Entries taken from a collection:
——————————
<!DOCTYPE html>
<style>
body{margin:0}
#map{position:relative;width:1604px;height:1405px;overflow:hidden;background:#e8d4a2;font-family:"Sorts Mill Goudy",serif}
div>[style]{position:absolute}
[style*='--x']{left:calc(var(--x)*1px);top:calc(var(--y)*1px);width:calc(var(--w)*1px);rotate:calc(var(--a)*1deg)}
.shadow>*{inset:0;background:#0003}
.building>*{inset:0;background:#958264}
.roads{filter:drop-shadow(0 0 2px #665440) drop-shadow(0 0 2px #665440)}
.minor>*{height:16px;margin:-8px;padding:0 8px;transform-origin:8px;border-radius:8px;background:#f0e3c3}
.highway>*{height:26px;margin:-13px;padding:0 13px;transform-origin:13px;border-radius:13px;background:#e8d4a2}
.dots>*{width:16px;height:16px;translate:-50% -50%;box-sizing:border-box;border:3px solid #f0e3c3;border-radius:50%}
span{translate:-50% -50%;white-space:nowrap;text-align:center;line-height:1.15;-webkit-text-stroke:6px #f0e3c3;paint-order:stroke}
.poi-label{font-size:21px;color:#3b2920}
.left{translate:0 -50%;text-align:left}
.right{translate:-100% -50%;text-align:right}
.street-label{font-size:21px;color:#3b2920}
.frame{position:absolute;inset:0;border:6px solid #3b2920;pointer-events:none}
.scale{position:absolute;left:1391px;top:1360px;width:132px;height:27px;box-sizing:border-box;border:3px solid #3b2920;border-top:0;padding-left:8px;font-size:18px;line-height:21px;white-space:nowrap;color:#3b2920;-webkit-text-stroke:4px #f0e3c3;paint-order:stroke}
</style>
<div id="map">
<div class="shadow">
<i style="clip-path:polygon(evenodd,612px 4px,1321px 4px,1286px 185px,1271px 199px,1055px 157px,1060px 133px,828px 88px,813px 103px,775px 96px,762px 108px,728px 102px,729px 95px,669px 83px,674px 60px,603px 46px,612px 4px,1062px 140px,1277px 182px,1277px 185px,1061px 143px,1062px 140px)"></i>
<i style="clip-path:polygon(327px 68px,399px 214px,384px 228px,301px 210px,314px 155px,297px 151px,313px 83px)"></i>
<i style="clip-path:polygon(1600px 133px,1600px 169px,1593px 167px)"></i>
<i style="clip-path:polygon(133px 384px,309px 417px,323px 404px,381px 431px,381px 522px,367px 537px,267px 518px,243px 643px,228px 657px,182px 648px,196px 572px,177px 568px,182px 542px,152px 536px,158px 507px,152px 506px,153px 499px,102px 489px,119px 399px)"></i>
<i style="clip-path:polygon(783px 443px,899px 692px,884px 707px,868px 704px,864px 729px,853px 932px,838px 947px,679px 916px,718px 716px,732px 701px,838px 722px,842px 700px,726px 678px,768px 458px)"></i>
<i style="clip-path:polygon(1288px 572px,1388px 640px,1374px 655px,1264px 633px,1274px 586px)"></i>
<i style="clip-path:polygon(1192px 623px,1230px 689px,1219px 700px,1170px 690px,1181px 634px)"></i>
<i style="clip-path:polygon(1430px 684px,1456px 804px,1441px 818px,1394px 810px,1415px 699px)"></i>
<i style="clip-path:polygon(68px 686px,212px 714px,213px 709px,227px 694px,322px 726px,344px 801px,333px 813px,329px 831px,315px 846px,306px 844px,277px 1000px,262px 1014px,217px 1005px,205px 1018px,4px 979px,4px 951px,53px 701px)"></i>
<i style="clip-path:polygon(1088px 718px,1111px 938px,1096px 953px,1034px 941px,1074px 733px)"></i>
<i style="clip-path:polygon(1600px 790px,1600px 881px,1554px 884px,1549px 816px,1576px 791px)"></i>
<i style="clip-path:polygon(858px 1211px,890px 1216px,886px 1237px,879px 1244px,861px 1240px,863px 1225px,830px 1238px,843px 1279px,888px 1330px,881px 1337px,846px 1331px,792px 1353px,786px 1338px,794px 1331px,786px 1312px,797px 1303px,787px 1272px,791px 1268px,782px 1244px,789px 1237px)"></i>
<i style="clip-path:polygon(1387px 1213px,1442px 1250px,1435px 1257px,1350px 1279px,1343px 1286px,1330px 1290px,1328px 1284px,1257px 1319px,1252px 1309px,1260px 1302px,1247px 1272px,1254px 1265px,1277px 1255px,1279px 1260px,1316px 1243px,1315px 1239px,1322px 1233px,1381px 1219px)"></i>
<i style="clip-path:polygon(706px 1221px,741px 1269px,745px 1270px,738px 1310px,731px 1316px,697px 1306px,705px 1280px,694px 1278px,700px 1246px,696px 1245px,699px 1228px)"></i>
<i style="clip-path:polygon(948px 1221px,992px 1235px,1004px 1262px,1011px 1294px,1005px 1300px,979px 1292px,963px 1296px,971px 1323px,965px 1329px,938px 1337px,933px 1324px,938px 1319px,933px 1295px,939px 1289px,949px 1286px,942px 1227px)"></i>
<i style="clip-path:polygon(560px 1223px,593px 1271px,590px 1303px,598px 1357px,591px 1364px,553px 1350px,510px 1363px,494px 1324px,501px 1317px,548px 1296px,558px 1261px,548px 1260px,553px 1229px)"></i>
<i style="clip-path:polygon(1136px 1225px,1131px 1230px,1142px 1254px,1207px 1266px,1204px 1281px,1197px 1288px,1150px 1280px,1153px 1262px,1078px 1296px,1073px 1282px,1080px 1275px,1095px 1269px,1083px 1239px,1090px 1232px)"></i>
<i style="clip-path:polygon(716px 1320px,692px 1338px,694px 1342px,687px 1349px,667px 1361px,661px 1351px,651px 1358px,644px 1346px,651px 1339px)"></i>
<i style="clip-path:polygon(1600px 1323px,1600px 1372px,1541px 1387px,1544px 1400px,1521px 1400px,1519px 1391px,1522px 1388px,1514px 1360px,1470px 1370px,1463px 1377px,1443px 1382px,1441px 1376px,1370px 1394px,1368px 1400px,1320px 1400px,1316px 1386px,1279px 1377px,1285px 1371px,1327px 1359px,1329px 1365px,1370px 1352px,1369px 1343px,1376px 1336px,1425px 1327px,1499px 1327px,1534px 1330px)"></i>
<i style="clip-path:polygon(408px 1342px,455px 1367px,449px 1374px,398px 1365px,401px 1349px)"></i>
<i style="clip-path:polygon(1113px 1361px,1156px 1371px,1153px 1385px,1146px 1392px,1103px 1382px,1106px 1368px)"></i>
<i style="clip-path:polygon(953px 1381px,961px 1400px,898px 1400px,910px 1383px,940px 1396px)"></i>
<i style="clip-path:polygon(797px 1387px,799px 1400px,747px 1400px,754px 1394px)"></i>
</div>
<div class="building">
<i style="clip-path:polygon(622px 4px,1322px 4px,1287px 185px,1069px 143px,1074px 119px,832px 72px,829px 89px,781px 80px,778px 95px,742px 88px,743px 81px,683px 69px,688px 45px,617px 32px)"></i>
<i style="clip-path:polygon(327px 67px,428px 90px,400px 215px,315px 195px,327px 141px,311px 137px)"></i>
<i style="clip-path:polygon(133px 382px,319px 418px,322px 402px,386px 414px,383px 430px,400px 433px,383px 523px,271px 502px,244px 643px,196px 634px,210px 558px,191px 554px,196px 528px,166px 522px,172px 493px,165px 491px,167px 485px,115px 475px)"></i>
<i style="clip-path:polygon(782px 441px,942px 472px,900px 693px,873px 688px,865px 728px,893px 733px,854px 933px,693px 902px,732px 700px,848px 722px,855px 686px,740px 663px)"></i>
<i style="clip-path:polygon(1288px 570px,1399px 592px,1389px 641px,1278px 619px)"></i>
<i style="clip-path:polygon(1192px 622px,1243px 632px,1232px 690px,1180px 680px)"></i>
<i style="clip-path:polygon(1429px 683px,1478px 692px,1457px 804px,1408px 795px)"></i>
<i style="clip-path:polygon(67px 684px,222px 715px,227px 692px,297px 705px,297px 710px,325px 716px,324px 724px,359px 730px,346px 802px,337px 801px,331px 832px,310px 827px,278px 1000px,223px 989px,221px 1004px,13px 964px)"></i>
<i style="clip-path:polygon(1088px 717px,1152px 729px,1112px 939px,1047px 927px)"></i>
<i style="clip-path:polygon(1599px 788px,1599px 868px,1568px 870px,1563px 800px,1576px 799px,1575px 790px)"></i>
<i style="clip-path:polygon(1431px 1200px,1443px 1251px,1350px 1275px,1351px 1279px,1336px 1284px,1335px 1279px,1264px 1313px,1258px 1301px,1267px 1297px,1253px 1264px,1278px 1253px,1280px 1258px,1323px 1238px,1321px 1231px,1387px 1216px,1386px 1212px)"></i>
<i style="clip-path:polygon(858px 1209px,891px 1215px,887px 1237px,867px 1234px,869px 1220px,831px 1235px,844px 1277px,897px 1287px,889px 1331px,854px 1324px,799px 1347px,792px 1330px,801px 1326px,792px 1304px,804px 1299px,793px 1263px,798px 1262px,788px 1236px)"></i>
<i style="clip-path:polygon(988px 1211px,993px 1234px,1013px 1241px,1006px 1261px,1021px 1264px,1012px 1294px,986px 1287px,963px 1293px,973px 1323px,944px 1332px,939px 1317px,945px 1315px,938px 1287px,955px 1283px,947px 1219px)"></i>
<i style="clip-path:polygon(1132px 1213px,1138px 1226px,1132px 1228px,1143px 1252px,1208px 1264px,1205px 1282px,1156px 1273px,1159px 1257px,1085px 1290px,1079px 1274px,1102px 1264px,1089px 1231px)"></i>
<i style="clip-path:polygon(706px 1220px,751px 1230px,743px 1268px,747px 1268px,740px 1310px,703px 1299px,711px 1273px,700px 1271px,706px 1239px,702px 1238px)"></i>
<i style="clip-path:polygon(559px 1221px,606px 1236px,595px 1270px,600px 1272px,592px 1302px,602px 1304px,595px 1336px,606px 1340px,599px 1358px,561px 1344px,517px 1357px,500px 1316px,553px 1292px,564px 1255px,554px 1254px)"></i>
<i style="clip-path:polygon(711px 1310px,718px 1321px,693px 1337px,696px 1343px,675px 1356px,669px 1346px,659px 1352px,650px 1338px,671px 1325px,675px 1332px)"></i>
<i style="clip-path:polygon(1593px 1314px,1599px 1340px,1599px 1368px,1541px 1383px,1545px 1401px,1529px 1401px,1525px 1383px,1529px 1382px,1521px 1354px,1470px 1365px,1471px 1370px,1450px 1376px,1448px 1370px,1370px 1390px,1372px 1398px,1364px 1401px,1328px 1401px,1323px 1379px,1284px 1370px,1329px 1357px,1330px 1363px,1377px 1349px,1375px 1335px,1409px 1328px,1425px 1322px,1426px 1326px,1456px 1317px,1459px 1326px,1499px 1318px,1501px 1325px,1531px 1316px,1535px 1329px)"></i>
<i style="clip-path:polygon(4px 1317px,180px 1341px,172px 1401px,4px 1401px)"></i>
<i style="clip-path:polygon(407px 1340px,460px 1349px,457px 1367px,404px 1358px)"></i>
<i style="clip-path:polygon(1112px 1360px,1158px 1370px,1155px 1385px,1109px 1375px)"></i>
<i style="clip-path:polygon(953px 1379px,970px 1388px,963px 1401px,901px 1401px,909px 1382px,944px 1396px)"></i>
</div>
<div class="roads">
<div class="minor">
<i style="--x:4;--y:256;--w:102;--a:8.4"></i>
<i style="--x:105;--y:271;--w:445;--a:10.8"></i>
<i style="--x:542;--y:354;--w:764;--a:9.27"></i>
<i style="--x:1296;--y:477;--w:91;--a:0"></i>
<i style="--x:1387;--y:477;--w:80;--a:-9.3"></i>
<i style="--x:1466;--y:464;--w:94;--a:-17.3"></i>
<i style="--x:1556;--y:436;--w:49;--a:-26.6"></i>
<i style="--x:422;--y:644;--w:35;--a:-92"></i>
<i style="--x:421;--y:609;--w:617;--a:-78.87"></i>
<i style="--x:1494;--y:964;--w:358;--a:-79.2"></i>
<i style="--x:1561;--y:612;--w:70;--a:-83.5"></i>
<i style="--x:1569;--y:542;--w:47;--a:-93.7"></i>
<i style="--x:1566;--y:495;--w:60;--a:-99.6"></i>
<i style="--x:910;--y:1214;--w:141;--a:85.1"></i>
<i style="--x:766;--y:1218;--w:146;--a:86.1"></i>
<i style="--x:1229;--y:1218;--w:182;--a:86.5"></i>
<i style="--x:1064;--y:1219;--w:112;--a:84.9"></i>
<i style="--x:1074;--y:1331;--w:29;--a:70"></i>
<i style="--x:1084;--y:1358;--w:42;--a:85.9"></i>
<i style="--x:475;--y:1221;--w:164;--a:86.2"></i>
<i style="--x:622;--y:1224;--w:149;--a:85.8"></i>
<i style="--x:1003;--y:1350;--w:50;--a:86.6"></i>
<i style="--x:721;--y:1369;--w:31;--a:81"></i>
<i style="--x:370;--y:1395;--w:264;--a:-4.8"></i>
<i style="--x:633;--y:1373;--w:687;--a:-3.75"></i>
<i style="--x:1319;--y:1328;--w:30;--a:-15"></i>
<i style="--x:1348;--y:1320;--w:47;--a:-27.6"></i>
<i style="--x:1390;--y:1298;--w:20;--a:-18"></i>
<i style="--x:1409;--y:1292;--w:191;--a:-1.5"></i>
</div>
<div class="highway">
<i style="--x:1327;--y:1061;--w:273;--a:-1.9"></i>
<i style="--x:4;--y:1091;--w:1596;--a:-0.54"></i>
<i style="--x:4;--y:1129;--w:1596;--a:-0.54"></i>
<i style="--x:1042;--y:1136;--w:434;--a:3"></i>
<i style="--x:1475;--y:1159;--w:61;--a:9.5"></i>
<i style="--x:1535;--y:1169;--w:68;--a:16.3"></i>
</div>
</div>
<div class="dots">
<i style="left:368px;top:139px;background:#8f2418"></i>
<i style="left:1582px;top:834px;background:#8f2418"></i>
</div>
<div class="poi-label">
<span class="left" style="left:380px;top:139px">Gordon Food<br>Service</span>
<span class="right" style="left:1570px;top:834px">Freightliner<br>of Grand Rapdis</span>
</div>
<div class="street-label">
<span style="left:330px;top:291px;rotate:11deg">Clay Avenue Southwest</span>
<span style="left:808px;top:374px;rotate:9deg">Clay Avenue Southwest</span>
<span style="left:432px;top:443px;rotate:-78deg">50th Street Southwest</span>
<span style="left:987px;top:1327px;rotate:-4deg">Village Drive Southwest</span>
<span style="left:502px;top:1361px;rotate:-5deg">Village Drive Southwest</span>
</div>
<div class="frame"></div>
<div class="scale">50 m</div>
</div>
——————————
The lines to return begin at the first line of the records and end at the line holding "2px #665440) drop-shadow(0"; please return them exactly, including both, and nothing beyond.

<!DOCTYPE html>
<style>
body{margin:0}
#map{position:relative;width:1604px;height:1405px;overflow:hidden;background:#e8d4a2;font-family:"Sorts Mill Goudy",serif}
div>[style]{position:absolute}
[style*='--x']{left:calc(var(--x)*1px);top:calc(var(--y)*1px);width:calc(var(--w)*1px);rotate:calc(var(--a)*1deg)}
.shadow>*{inset:0;background:#0003}
.building>*{inset:0;background:#958264}
.roads{filter:drop-shadow(0 0 2px #665440) drop-shadow(0 0 2px #665440)}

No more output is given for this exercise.